Wednesday, May 12, 2010

T Minus One Week

So it's finally settled – I will be leaving my site on Saturday, and flying back to the US next Wednesday. Two days left at the school. Two precious days, each one a beautiful memory yet to be made. Peace Corps bills itself as “the toughest job you'll ever love,” and it's so true; I love being here and I wish more than I can express that I hadn't decided to leave early. If only I had a few more weeks in Liberia, a few more weeks with these precious, lovely children . . .

HA. Just kidding. Since the students know that I've already calculated their final grades, they have no motivation whatsoever to do any work and are more disruptive than ever. Today, I spent 10 minutes trying to get the 8th-grade class to shut the fuck up so we could review the answers to their last homework assignment, only to give up and storm out of the class in tears, after lecturing them about what disrespectful, ungrateful, thieving little shitheads they are (I didn't actually say those exact words) and telling them how happy I am that I'll never see them again (I did actually say those exact words). I then broke down sobbing in the principal's office, whining about last week's theft of my phone and the disrespect of the students.

So on top of the mess of feelings that I was experiencing before, I can add a healthy dose of shame and embarrassment. I could just see myself, sitting there, the poor self-pitying white lady preparing to fly back to her rich country, crying because a bunch of parent-less, self-supporting, half-educated teenagers WERE MEAN TO ME. Waahhhh!! Waaahhhhh!!!

And because I complained to the principal, all 200 of the 7th and 8th grade students are now being punished by being forced to do manual labor tomorrow, cleaning the campus.
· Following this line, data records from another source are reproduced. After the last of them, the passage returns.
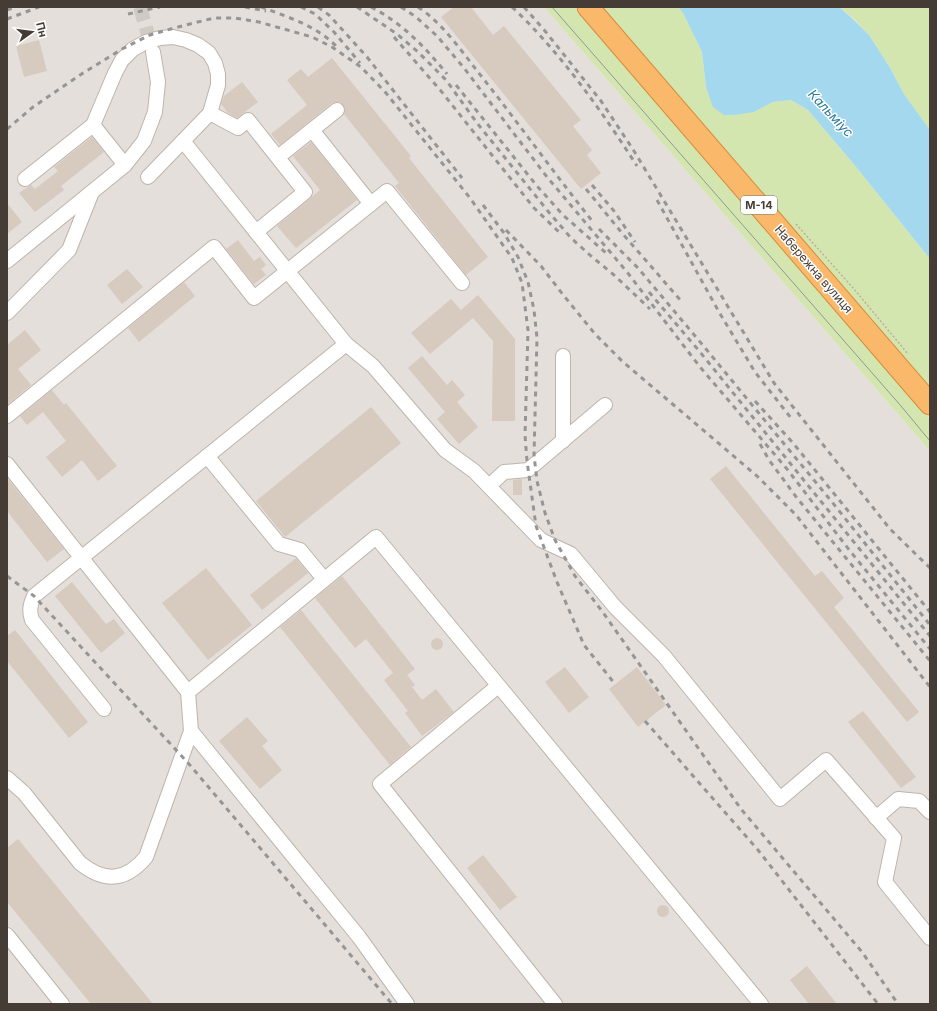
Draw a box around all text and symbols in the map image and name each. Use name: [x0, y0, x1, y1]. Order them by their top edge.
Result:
north arrow: [12, 12, 52, 52]
text: Пн: [33, 21, 50, 39]
water label: Кальміус: [805, 86, 857, 140]
road number: М-14: [741, 196, 777, 214]
street label: Набережна вулиця: [772, 222, 856, 316]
Some of the good, responsible students in the 8th-grade class came to me to complain about the punishment, and, pettily, I refused to listen and told them their class was rude and disrespectful and SHOULD be punished.


To be fair (and as I tearfully kept trying to explain to the principal in between denunciations of the students), I know that part of why I was so sensitive to the students' misbehavior was because part of me IS genuinely sad to leave. This HAS been an incredibly educational, beneficial, and rewarding experience, and I would not hesitate for a second to do it all over again if I had the chance. There are a lot of wonderful, wonderful people here, and I do feel a great deal of affection and sympathy for the students.
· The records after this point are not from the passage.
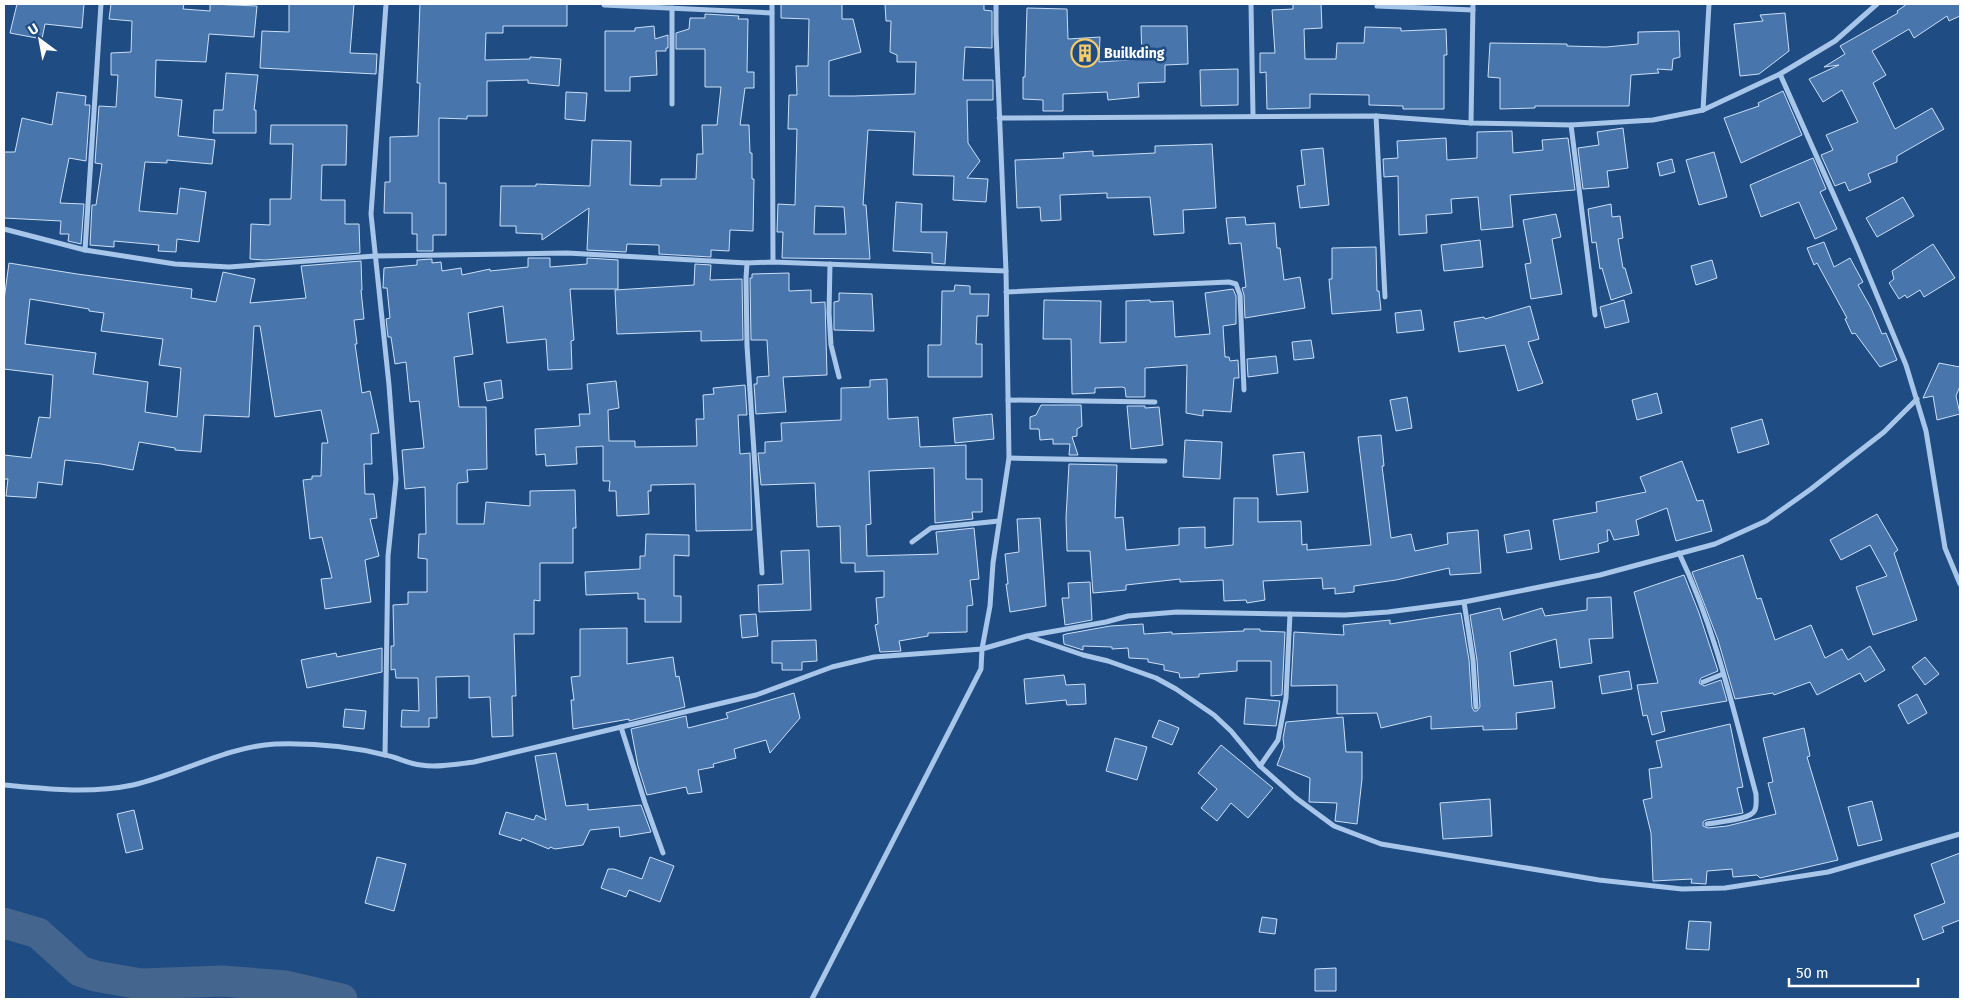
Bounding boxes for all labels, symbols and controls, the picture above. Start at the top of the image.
north arrow [15,15,65,65]
text: U [25,20,42,39]
building icon: Builkding [1070,38,1100,68]
place label: Builkding [1104,45,1165,62]
scale bar [1789,956,1918,988]
text: 50 m [1796,964,1829,982]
But I'm ready to GET THE FUCK OUT.

1 comment:

  1. Hey Erin,

    Just getting around to reading this now. The way you described the miserable behavior of your class had me quite amused. Such entertaining commentary is sure to make the NY Times best selling memoir list if you were contemplating a diversion from your blog:)

    Welcome back to the west, I hope the volcano doesn't give you too much trouble! Oh.. and many apologies for my terrible ability to stay in touch.